Cabral a ensuite commandé la Naval Air School et a été chargé d’améliorer la navigation aérienne. Lui et Coutinho ont travaillé ensemble pour vaincre les problèmes causés par le vent à la navigation précise des avions et ils ont effectué un vol en 1919 de Lisbonne à Madère pour tester leur système de navigation avant leur voyage au Brésil. Cabral a également prévu un service aérien commercial entre Lisbonne et Madrid, et un voyage en avion pour reproduire le voyage de Vasco da Gama.

Après leur vol mémorable vers Rio, Cabral s’est rendu à Amsterdam en 1924 pour récupérer l’un des cinq avions Fokker acquis par souscription publique pour le premier vol vers l’Inde, et finalement pour une tentative de vol autour du monde. Lors de son voyage de retour au Portugal, la première étape le conduirait d’Amsterdam à Brest en France, mais lui et son avion ont été perdus en mer du Nord, et ni son corps ni l’avion n’ont jamais été retrouvés. Une enquête ultérieure a montré que la zone probable d’amerrissage forcé se trouvait quelque part au large de Beachy Head dans la Manche.

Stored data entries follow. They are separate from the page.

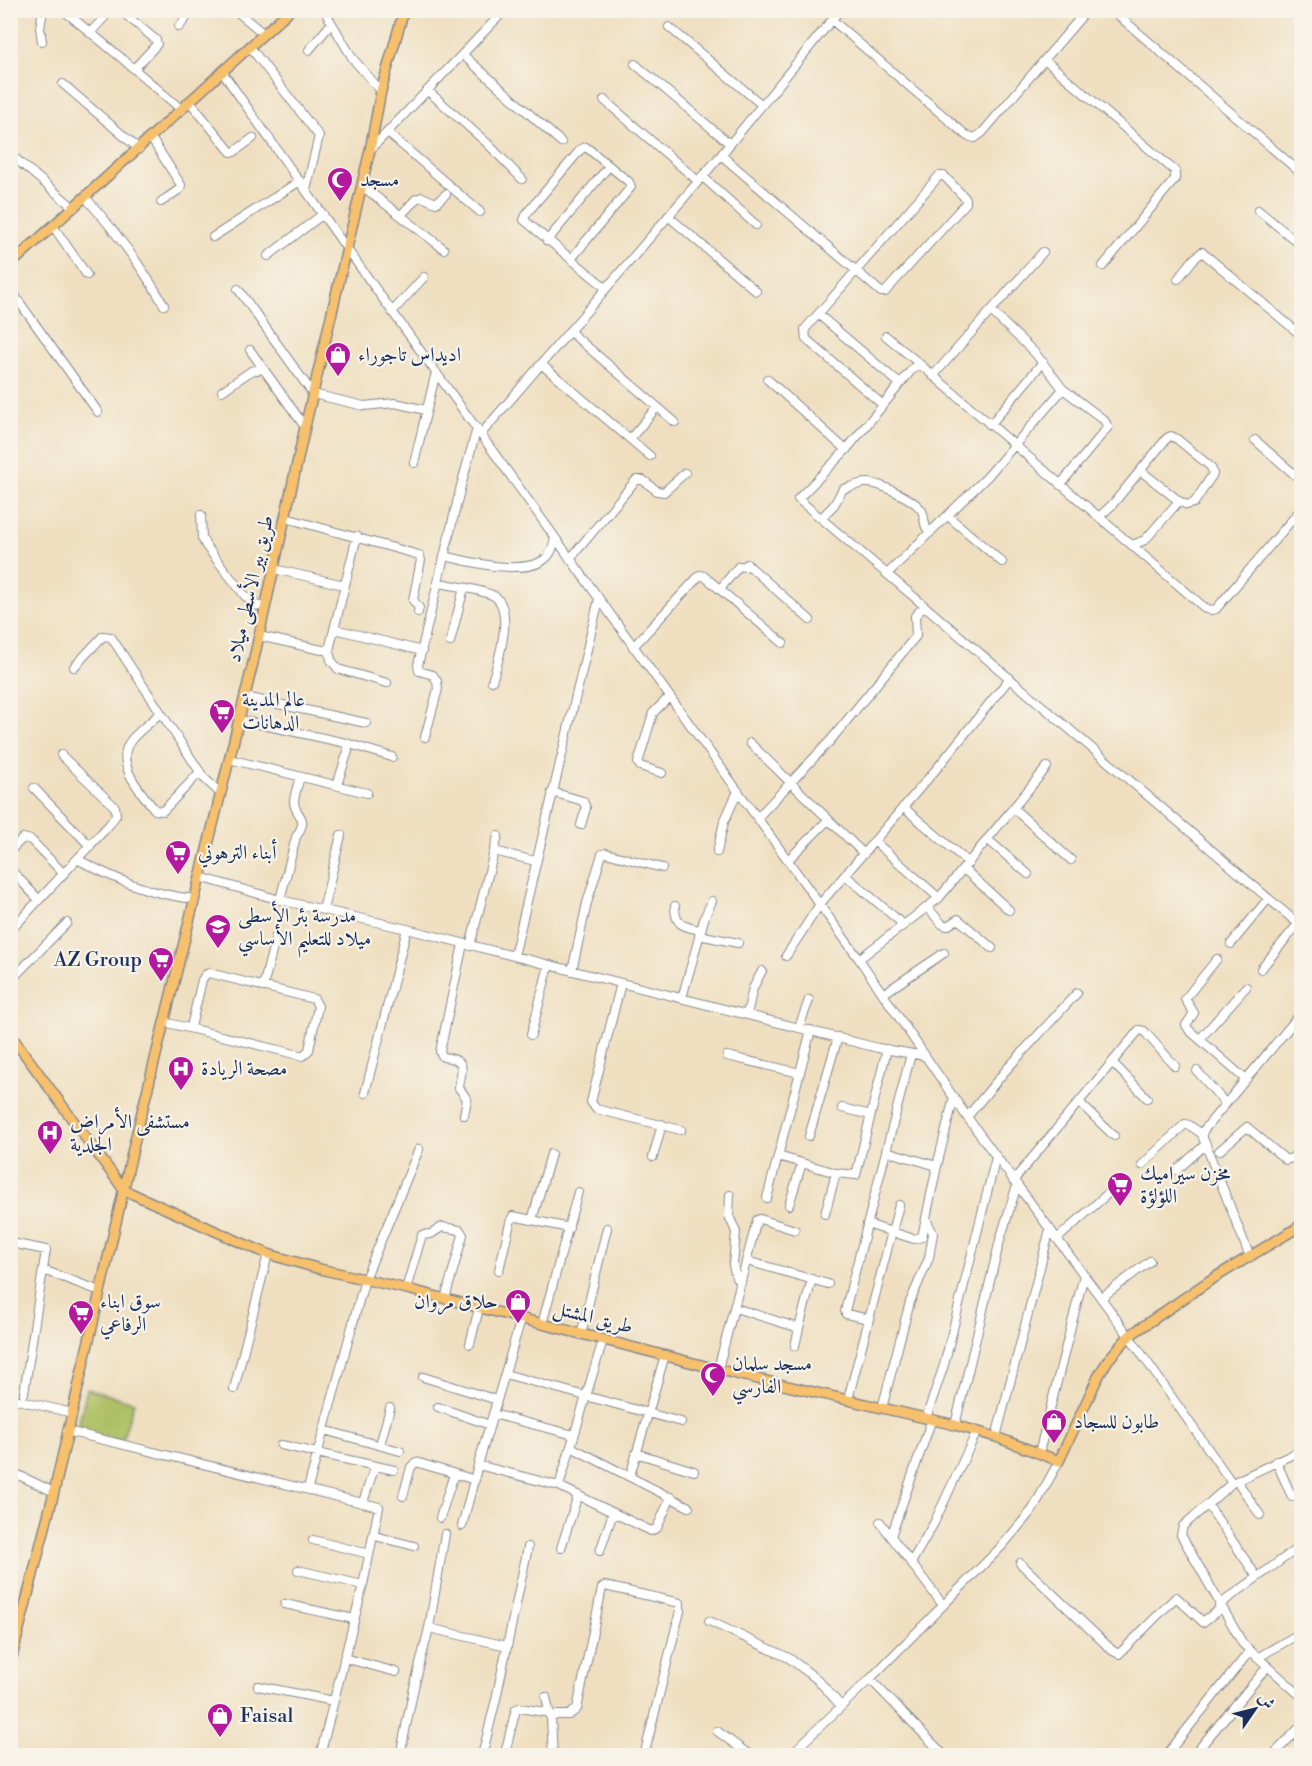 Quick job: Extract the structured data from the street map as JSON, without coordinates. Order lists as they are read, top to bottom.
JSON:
{
  "streets": {
    "main road": ["طريق بير الأسطى ميلاد", "طريق المشتل"]
  },
  "crossings": [
    ["طريق بير الأسطى ميلاد", "طريق المشتل"]
  ],
  "places": {
    "mosque": ["مسجد", "مسجد سلمان الفارسي"],
    "shop": [
      "اديداس تاجوراء",
      "حلاق مروان",
      "طابون للسجاد",
      "Faisal"
    ],
    "supermarket": [
      "عالم المدينة الدهانات",
      "أبناء الترهوني",
      "AZ Group",
      "مخزن سيراميك اللؤلؤة",
      "سوق ابناء الرفاعي"
    ],
    "school or university": ["مدرسة بئر الأسطى ميلاد للتعليم الأساسي"],
    "hospital": ["مصحة الريادة", "مستشفى الأمراض الجلدية"]
  },
  "north": "top right"
}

Le poète a écrit: « Il a trouvé sa tombe en pleine mer, Que la terre, d’où il était un fugitif, Était trop petite pour l’enterrer / Il a trouvé sa tombe en pleine mer, alors qu’il voyageait au-delà de la terre, ce qui s’est avéré trop petit pour recevoir sa dépouille.

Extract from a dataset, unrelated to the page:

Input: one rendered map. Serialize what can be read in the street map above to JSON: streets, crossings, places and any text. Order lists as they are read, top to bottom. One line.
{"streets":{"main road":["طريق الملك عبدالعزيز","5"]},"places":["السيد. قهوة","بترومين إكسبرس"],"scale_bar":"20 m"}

À la suite du lien de la famille de Gago Coutinho avec la ville, la Câmara Municipal de São Brás de Alportel a longtemps promu un mouvement pour renommer l’aéroport de Faro en son honneur. En juin 2022, le centenaire de la traversée a été marqué par une annonce du gouvernement selon laquelle, en reconnaissance du lien familial avec l’Algarve, l’aéroport de Faro changerait officiellement son nom en aéroport Gago Coutinho.

Par Peter Booker

|| features@portugalresident.com
Peter Booker a cofondé avec sa femme Lynne l’association d’histoire de l’Algarve.